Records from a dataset
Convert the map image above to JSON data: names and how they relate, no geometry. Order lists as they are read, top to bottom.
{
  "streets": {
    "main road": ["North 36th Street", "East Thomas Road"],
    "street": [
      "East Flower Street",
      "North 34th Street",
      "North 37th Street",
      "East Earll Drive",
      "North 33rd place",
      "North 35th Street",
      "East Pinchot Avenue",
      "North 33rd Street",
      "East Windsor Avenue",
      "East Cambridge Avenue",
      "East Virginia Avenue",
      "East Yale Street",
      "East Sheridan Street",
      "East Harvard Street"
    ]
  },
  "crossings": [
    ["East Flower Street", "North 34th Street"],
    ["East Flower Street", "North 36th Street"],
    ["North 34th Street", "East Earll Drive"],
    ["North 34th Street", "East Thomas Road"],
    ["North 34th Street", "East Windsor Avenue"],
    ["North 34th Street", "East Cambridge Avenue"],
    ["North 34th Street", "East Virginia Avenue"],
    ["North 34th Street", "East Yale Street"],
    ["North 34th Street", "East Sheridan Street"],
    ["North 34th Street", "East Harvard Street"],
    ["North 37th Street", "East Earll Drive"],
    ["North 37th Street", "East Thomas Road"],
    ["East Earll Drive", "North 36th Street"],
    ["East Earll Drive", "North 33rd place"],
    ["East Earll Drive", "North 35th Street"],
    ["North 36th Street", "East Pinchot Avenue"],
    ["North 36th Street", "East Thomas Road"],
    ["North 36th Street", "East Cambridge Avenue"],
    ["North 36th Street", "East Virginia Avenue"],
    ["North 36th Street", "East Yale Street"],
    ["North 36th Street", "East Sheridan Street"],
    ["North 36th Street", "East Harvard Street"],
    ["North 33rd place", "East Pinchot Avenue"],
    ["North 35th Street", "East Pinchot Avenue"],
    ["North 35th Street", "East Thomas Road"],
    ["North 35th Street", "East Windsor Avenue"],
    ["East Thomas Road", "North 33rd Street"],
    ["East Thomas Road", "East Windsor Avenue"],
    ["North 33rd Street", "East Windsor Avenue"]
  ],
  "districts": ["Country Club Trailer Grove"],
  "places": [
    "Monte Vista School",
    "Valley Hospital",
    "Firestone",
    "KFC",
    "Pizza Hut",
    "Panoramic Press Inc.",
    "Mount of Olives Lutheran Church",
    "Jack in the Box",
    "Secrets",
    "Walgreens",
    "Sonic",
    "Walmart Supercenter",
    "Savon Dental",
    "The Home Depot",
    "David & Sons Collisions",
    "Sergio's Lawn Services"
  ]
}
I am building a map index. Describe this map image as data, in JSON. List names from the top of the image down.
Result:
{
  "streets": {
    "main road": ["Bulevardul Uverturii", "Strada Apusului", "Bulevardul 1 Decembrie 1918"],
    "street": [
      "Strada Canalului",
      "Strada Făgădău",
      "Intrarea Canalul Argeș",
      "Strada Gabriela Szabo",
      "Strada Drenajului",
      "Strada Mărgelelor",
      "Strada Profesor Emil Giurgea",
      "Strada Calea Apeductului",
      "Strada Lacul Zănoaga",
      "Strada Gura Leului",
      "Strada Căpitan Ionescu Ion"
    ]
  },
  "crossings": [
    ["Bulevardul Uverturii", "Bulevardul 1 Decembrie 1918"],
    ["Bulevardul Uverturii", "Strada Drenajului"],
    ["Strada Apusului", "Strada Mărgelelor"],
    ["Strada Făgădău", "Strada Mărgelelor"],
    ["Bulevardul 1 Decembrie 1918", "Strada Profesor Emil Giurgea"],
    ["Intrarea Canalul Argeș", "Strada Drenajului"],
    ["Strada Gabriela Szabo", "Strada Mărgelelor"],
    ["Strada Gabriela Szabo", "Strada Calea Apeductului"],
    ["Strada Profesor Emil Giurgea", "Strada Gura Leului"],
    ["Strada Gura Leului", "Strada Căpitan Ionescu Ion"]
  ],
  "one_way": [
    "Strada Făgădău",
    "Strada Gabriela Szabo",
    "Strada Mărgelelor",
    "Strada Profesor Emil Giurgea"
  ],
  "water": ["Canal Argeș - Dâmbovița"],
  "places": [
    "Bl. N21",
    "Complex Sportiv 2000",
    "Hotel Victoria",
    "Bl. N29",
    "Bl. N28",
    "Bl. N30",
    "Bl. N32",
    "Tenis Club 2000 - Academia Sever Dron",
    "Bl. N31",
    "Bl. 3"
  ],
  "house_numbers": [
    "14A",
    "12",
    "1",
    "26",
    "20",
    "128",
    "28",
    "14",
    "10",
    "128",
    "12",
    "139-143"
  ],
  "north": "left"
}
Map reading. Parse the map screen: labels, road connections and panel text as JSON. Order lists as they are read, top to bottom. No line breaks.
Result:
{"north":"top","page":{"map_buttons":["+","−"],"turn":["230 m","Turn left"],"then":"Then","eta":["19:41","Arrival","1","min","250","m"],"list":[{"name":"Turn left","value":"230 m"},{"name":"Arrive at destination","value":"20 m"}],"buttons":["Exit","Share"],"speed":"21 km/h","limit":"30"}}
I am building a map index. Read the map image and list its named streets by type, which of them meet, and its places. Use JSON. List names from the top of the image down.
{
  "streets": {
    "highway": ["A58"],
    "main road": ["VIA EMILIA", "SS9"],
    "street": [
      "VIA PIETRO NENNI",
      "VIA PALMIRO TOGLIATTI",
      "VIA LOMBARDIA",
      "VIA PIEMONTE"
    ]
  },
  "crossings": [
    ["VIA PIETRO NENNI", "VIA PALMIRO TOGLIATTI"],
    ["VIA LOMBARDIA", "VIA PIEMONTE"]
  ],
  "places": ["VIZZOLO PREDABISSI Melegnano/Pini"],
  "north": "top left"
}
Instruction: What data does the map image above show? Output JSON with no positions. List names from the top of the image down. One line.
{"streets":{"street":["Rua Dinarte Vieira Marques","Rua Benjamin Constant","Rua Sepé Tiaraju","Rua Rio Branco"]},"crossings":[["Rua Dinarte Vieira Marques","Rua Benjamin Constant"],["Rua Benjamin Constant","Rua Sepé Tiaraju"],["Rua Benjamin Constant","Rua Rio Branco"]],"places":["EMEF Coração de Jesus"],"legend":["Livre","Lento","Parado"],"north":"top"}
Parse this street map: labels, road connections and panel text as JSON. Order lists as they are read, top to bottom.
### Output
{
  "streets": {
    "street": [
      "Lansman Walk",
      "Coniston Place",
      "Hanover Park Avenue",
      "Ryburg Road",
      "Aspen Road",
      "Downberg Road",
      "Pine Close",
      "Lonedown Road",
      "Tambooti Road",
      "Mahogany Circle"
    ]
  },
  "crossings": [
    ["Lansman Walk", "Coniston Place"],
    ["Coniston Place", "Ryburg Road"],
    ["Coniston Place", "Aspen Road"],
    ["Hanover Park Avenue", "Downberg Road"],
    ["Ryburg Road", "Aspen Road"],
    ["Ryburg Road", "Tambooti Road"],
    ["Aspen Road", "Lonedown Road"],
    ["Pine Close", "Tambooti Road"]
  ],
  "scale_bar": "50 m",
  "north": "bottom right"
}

Task statement
Write out every line from the data above that includes "PALMIRO".

Your response
      "VIA PALMIRO TOGLIATTI",
    ["VIA PIETRO NENNI", "VIA PALMIRO TOGLIATTI"],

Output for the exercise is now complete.